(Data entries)
Segment Open

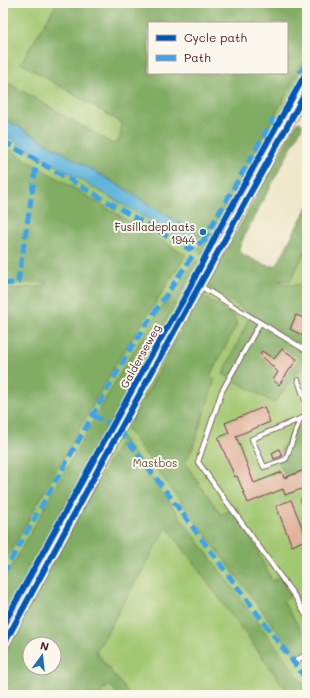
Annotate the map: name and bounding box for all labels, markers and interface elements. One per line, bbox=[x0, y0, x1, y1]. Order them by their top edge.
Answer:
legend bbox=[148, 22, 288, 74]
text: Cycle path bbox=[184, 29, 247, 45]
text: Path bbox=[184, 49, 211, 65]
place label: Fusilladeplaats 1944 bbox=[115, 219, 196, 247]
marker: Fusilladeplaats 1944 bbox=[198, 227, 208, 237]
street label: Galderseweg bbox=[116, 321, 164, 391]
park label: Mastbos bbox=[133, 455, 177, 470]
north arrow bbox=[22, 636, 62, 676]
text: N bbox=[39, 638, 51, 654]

Segment Closed

▶ [Problem to solve] Go through the records and repeat each one exactly, skipping anything that is a picture.

▶ [Task response]
Annotate the map: name and bounding box for all labels, markers and interface elements. One per line, bbox=[x0, y0, x1, y1]. Order them by their top edge.
Answer:
legend bbox=[148, 22, 288, 74]
text: Cycle path bbox=[184, 29, 247, 45]
text: Path bbox=[184, 49, 211, 65]
place label: Fusilladeplaats 1944 bbox=[115, 219, 196, 247]
marker: Fusilladeplaats 1944 bbox=[198, 227, 208, 237]
street label: Galderseweg bbox=[116, 321, 164, 391]
park label: Mastbos bbox=[133, 455, 177, 470]
north arrow bbox=[22, 636, 62, 676]
text: N bbox=[39, 638, 51, 654]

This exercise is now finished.